Writer: Jerrica DuBois
2 min read January 2023 — Despite the pandemic’s impact on the economy, the Dallas-Fort Worth region enjoyed a rather quick road to recovery in comparison to other metro areas in the U.S. Now, with the looming possibility of recession, DFW is gearing up to clear yet another economic hurdle.
“You must build a fortress-like balance sheet to withstand the economic headwinds that inevitably follow economic tailwinds,” Aaron Graft, vice chairman and CEO of TBK Bank, SSB, told Invest:.
That buildup wasn’t too bad in the metroplex. Nonfarm employment grew 6% in 2021, more than making up for the losses downtown experienced in 2020. The state was also on pace to grow jobs by 3.5%, which translates into adding 452,000 positions statewide, according to projections by the Federal Reserve Bank of Dallas. The official Texas Economic Outlook for 2023 is set to be released on Feb. 3.
The job growth rate for Texas still surpasses the nation’s, and would be two-thirds higher than the state’s average growth since 2010. However, a recession would mean a slowdown in growth and the Lone Star state would add jobs at a slower pace than 2.1%, the average annual growth rate since 2010.

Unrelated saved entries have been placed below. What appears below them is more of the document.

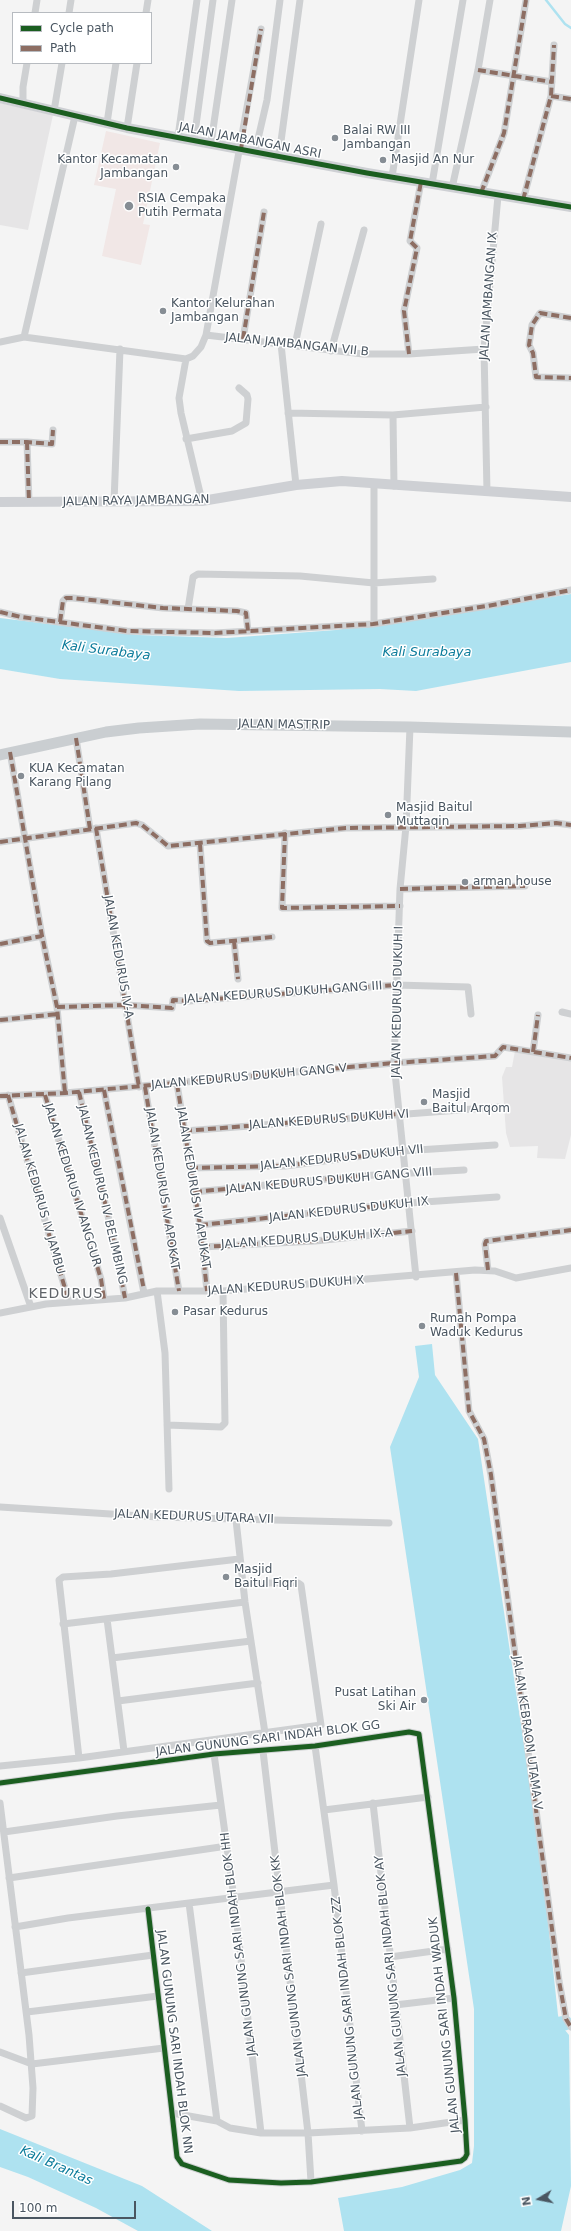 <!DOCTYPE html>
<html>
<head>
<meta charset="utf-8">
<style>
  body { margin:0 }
  #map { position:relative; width:571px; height:2231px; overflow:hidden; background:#f4f4f4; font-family:"DejaVu Sans",sans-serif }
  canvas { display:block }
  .legend { position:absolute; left:12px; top:12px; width:140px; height:52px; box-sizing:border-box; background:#fff; border:1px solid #b7bbc0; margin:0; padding:5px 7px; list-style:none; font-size:12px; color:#4a5661 }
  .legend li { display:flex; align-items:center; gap:8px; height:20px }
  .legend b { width:20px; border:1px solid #b7bbc0 }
  .north { position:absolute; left:519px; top:2179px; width:40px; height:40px; -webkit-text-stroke:3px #fff; paint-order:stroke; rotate:260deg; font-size:11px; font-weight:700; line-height:16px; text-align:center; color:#4a5661 }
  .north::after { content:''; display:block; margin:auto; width:14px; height:18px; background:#4a5661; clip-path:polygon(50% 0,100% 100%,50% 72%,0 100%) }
  .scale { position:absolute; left:12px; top:2201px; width:124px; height:18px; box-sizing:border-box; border:2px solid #4a5661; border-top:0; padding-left:5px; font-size:12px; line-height:14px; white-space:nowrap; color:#4a5661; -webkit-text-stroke:3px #fff; paint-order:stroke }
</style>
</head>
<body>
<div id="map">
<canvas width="571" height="2231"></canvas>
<ul class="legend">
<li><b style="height:5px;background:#1b5e20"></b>Cycle path</li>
<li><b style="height:5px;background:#8d6e63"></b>Path</li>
</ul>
<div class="north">N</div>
<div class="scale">100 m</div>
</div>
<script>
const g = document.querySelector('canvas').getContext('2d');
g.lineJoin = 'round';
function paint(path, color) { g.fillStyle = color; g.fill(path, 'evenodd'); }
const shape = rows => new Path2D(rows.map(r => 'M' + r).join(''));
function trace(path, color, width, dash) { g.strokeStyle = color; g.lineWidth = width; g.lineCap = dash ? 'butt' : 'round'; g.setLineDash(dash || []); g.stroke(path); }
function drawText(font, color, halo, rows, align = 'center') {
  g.font = font + ' "DejaVu Sans",sans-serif'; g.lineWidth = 3; g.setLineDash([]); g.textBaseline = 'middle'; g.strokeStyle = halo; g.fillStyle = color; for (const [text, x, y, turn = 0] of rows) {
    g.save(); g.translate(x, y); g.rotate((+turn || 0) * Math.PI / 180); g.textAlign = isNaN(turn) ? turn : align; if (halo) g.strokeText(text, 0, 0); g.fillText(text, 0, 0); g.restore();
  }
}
paint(shape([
  [0,103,53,115,28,230,0,225],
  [515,1051,571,1060,571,1135,565,1159,537,1158,538,1146,510,1147,506,1133,502,1077,506,1067,512,1067]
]), '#e6e5e6');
paint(shape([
  [106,131,160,143,143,224,150,225,141,265,102,256,116,189,94,185]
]), '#f1e7e6');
paint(shape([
  [571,594,571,662,416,691,380,689,239,691,60,679,0,669,0,618,138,635,227,638,336,630],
  [432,1344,435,1375,478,1439,541,1858,558,2015,560,2024,569,2035,571,2186,561,2231,344,2231,338,2198,402,2187,460,2170,472,2163,474,2146,474,2009,390,1447,419,1377,415,1346],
  [0,2129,142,2186,212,2231,138,2231,96,2208,28,2177,0,2167]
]), '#aee2f0');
trace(shape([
  [546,0,565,24,571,28]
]), '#aee2f0', 2.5);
trace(shape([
  [560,2024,565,2023]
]), '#aee2f0', 15);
trace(shape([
  [35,13,37,0],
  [69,13,71,0],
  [146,13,148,0],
  [478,70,552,82],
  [551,96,571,99],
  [23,103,23,87,27,63],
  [54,111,62,63],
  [107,123,116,63],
  [127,128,137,63],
  [178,137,197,0],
  [194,140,213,0],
  [211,143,232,0],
  [255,152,267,100,280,0],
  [279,156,300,0],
  [392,177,419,0],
  [432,184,463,0],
  [452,188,478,70,490,0],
  [481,193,504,133,526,0],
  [523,200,551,96,554,45],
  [571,318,540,313,532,325,529,345,533,353,536,377,571,378],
  [206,335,363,354,409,354,484,349],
  [24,337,75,116],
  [243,339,264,212],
  [0,342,24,337,186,359],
  [281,344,296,485],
  [295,345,321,224],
  [331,351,364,230],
  [409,354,404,311,417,248,410,241,421,182],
  [186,359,193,356,201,347,206,335,261,29],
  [186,359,179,398,181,413,202,501],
  [288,413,393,415,486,407],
  [393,415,394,486],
  [186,439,232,431,246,423,248,399,247,395,239,388],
  [0,442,27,442,52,444,53,430],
  [27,442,29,502],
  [374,484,374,623],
  [487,492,484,349,498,196],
  [114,502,120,349],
  [188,609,193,577,198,574,300,576,374,583,433,579],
  [0,612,21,617,127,631,215,633,373,624,487,606,571,590],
  [60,622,63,601,66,598,73,598,163,608,237,611,246,613,248,631],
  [410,727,406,826,400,889,394,1063,416,1277],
  [76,738,90,829],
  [10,752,42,936,57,1007,65,1093],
  [96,828,139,1087],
  [285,833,282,908,400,906],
  [0,842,136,823,142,825,168,846,346,828,520,826,556,823,571,825],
  [200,844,207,941,210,943,272,937],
  [400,889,525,886],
  [234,941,238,979],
  [0,944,42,936],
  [57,1007,126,1005,172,1008,173,1000,189,1001,396,985,468,987,471,1014],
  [562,1012,571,1014],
  [0,1020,57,1014],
  [533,1052,538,1015],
  [177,1084,200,1225,207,1291],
  [145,1087,179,1291],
  [104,1090,144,1293],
  [79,1092,113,1237,125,1298],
  [8,1095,69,1302],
  [45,1095,101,1279,104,1299],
  [0,1096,65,1093,394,1063,495,1056,503,1047,571,1058],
  [184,1131,499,1107],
  [190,1168,285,1166,402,1151,495,1145],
  [194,1192,359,1176,464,1170],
  [0,1218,31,1307],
  [200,1225,395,1204,497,1197],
  [202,1247,315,1241,412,1231],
  [488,1270,485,1244,486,1241,571,1230],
  [456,1273,469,1411,484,1439,491,1475,559,1981,566,2019,571,2027],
  [157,1291,165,1353,169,1489],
  [0,1313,46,1304,125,1298,157,1291,223,1291,475,1270,495,1271,516,1278,571,1268],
  [167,1425,221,1427,225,1423,223,1291],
  [0,1507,158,1517,389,1523],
  [236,1520,245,1602,265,1733],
  [107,1619,124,1751],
  [63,1624,245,1602],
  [112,1658,251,1641],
  [118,1701,258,1683],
  [315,1746,334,1885,362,2131],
  [263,1751,308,2133,311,2182],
  [214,1754,234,1898,261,2133],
  [79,1758,59,1580,63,1577,111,1574,239,1559],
  [0,1766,79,1758,321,1725,301,1585,298,1583,242,1583],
  [0,1783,214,1754,315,1746,409,1732,419,1734,454,1998,465,2120,467,2154,465,2158,461,2161,311,2182,281,2183,229,2180,182,2164,177,2157,172,2113,148,1909],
  [0,1803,29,2035,33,2088,32,2116,26,2118,0,2106],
  [373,1803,410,2128],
  [324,1810,428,1797],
  [4,1832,117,1816,221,1805],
  [9,1878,227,1846],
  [189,1903,217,2121],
  [15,1927,68,1918,334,1885],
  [390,1957,448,1949],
  [21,1973,153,1955],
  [395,2005,454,1998],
  [27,2012,158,1996],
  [0,2052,32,2064,164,2048],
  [172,2113,217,2121,230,2128,261,2133,308,2133,410,2128,465,2120]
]), '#ced0d2', 7);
trace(shape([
  [0,98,127,128,367,173,571,207],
  [0,502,202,501,296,485,342,481,571,497]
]), '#ced0d4', 10);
trace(shape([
  [0,755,106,732,139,728,200,724,410,727,571,732]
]), '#caced1', 11);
trace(shape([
  [478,70,552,82],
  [551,96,571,99],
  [241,149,261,29],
  [481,193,504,133,526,0],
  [523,200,551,96,554,45],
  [571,318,540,313,532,325,529,345,533,353,536,377,571,378],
  [243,339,264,212],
  [409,354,404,311,417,248,410,241,421,182],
  [0,442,27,442,52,444,53,430],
  [27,442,29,502],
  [0,612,21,617,127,631,215,633,373,624,487,606,571,590],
  [60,622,63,601,66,598,73,598,163,608,237,611,246,613,248,631],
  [76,738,90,829],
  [10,752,42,936,57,1007,65,1093],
  [96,828,139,1087],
  [285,833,282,908,400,906],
  [0,842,136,823,142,825,168,846,346,828,520,826,556,823,571,825],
  [200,844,207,941,210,943,272,937],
  [400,889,525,886],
  [234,941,238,979],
  [0,944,42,936],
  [57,1007,126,1005,172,1008,173,1000,189,1001,396,985],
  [0,1020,57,1014],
  [533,1052,538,1015],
  [177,1084,200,1225,207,1291],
  [145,1087,179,1291],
  [104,1090,144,1290],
  [79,1092,113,1237,125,1298],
  [8,1095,69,1302],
  [45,1095,101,1279,104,1299],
  [0,1096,65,1093,394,1063,495,1056,503,1047,571,1058],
  [184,1131,399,1114],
  [190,1168,285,1166,402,1151],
  [194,1192,359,1176,405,1175],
  [200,1225,408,1203],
  [202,1247,315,1241,412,1231],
  [488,1270,485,1244,486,1241,571,1230],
  [456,1273,469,1411,484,1439,491,1475,559,1981,566,2019,571,2027]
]), '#8d6e63', 4, [8, 4]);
trace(shape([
  [0,98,127,128,367,173,571,207],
  [0,1783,214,1754,315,1746,409,1732,419,1734,454,1998,465,2120,467,2154,465,2158,461,2161,311,2182,281,2183,229,2180,182,2164,177,2157,172,2113,148,1909]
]), '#1b5e20', 5);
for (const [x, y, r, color] of [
  [335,138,4,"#868d94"],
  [383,160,4,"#868d94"],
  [176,167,4,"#868d94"],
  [129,206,5,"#868d94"],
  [163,311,4,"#868d94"],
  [21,776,4,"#868d94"],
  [388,815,4,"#868d94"],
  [465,882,4,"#868d94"],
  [424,1102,4,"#868d94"],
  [175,1312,4,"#868d94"],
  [422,1326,4,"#868d94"],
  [226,1577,4,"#868d94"],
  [424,1700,4,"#868d94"]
]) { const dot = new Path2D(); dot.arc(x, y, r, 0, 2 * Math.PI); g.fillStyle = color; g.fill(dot); trace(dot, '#fff', 1.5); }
drawText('12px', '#4a5661', '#fff', [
  ["Balai RW III",343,131],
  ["Jambangan",343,145],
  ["Kantor Kecamatan",168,160,"right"],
  ["Jambangan",168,174,"right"],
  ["Masjid An Nur",391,160],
  ["RSIA Cempaka",138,199],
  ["Putih Permata",138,213],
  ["Kantor Kelurahan",171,304],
  ["Jambangan",171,318],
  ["KUA Kecamatan",29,769],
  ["Karang Pilang",29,783],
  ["Masjid Baitul",396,808],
  ["Muttaqin",396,822],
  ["arman house",473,882],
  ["Masjid",432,1095],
  ["Baitul Arqom",432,1109],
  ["Pasar Kedurus",183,1312],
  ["Rumah Pompa",430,1319],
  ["Waduk Kedurus",430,1333],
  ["Masjid",234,1570],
  ["Baitul Fiqri",234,1584],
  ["Pusat Latihan",416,1693,"right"],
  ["Ski Air",416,1707,"right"]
], 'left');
drawText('12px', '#4a5661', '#fff', [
  ["JALAN JAMBANGAN ASRI",250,141,11],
  ["JALAN JAMBANGAN IX",489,296,-86],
  ["JALAN JAMBANGAN VII B",297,345,6],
  ["JALAN RAYA JAMBANGAN",136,501,-1],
  ["JALAN MASTRIP",284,725,1],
  ["JALAN KEDURUS IV-A",118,957,80],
  ["JALAN KEDURUS DUKUH GANG III",283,993,-4],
  ["JALAN KEDURUS DUKUH I",398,1002,-89],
  ["JALAN KEDURUS DUKUH GANG V",249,1077,-5],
  ["JALAN KEDURUS DUKUH VI",329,1120,-4],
  ["JALAN KEDURUS DUKUH VII",342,1158,-6],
  ["JALAN KEDURUS DUKUH GANG VIII",329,1181,-5],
  ["JALAN KEDURUS IV ANGGUR",72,1185,73],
  ["JALAN KEDURUS IV APUKAT",193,1188,81],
  ["JALAN KEDURUS IV APOKAT",162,1189,81],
  ["JALAN KEDURUS IV BELIMBING",102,1195,77],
  ["JALAN KEDURUS IV JAMBU",39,1199,74],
  ["JALAN KEDURUS DUKUH IX",349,1210,-6],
  ["JALAN KEDURUS DUKUH IX-A",307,1239,-4],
  ["JALAN KEDURUS DUKUH X",286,1286,-4],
  ["JALAN KEDURUS UTARA VII",194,1517,2],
  ["JALAN KEBRAON UTAMA V",527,1733,82],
  ["JALAN GUNUNG SARI INDAH BLOK GG",268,1739,-7],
  ["JALAN GUNUNG SARI INDAH BLOK HH",239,1944,-97],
  ["JALAN GUNUNG SARI INDAH BLOK KK",289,1966,-97],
  ["JALAN GUNUNG SARI INDAH BLOK AY",391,1966,-96],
  ["JALAN GUNUNG SARI INDAH BLOK ZZ",348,2008,-96],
  ["JALAN GUNUNG SARI INDAH WADUK",445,2025,-96],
  ["JALAN GUNUNG SARI INDAH BLOK NN",174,2042,83]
]);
drawText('italic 13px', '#0c7c9b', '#fff', [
  ["Kali Surabaya",106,651,7],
  ["Kali Surabaya",427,653],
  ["Kali Brantas",56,2166,24]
]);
g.letterSpacing = '1px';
drawText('14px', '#5f6368', '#fff', [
  ["KEDURUS",66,1294]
]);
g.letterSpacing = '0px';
</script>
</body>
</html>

The biggest contributor to job growth in Texas has been the oil and gas industry. In the 12 month span that ended in November, over 42,000 jobs were added in the mining and logging industry, which includes oil and gas. Other areas of potential growth next year include public education and healthcare.
Despite these challenges, Texas is expected to continue to be a popular destination for those relocating. The state’s affordability remains a major strength, especially compared with California and New York. The DFW is the fastest-growing metro in the U.S., and according to real estate agency JLL, the number of residents could increase by 3.4 million by 2045. The metroplex also surpassed New York City and Los Angeles in percentage of jobs added, although it is smaller than those metro areas. According to JLL’s latest DFW Resiliency report, L.A. and New York experienced a 4.3% job growth, while Dallas-Fort Worth was at 6.5%.
Another key to the strength of the economy in DFW is industry diversity. The wide variety of job sectors helps the DFW economy maintain its strength and withstand declines if select industries should take a hit. Trade, transportation and utilities made up over 20% of the region’s employment, and more than 18% consisted of professional and business services. Other major job sectors include education and health services, government, leisure and hospitality and financial activities.
DFW appears to be positioned to withstand the looming challenges thanks to consistent job growth, wide range of employment industries and proven resiliency in past downturns, recovering quicker than cities including New York City, Austin and Houston.
Business leaders in the Lone Star state are also confident in themselves, with 57% of midsize businesses expecting their profits to increase this year, and 66% expecting their revenue to increase. Among small business owners, 63% surveyed expect profit to increase, and 67% expect revenue to increase.
“You lose control of your future by getting yourself in a position where you can’t weather a recession,” Graft told Invest:. “It is highly likely in the next three to five years that the U.S. will experience a recession. I doubt it will look like it did during the financial crisis of 2008, but it could be very real.”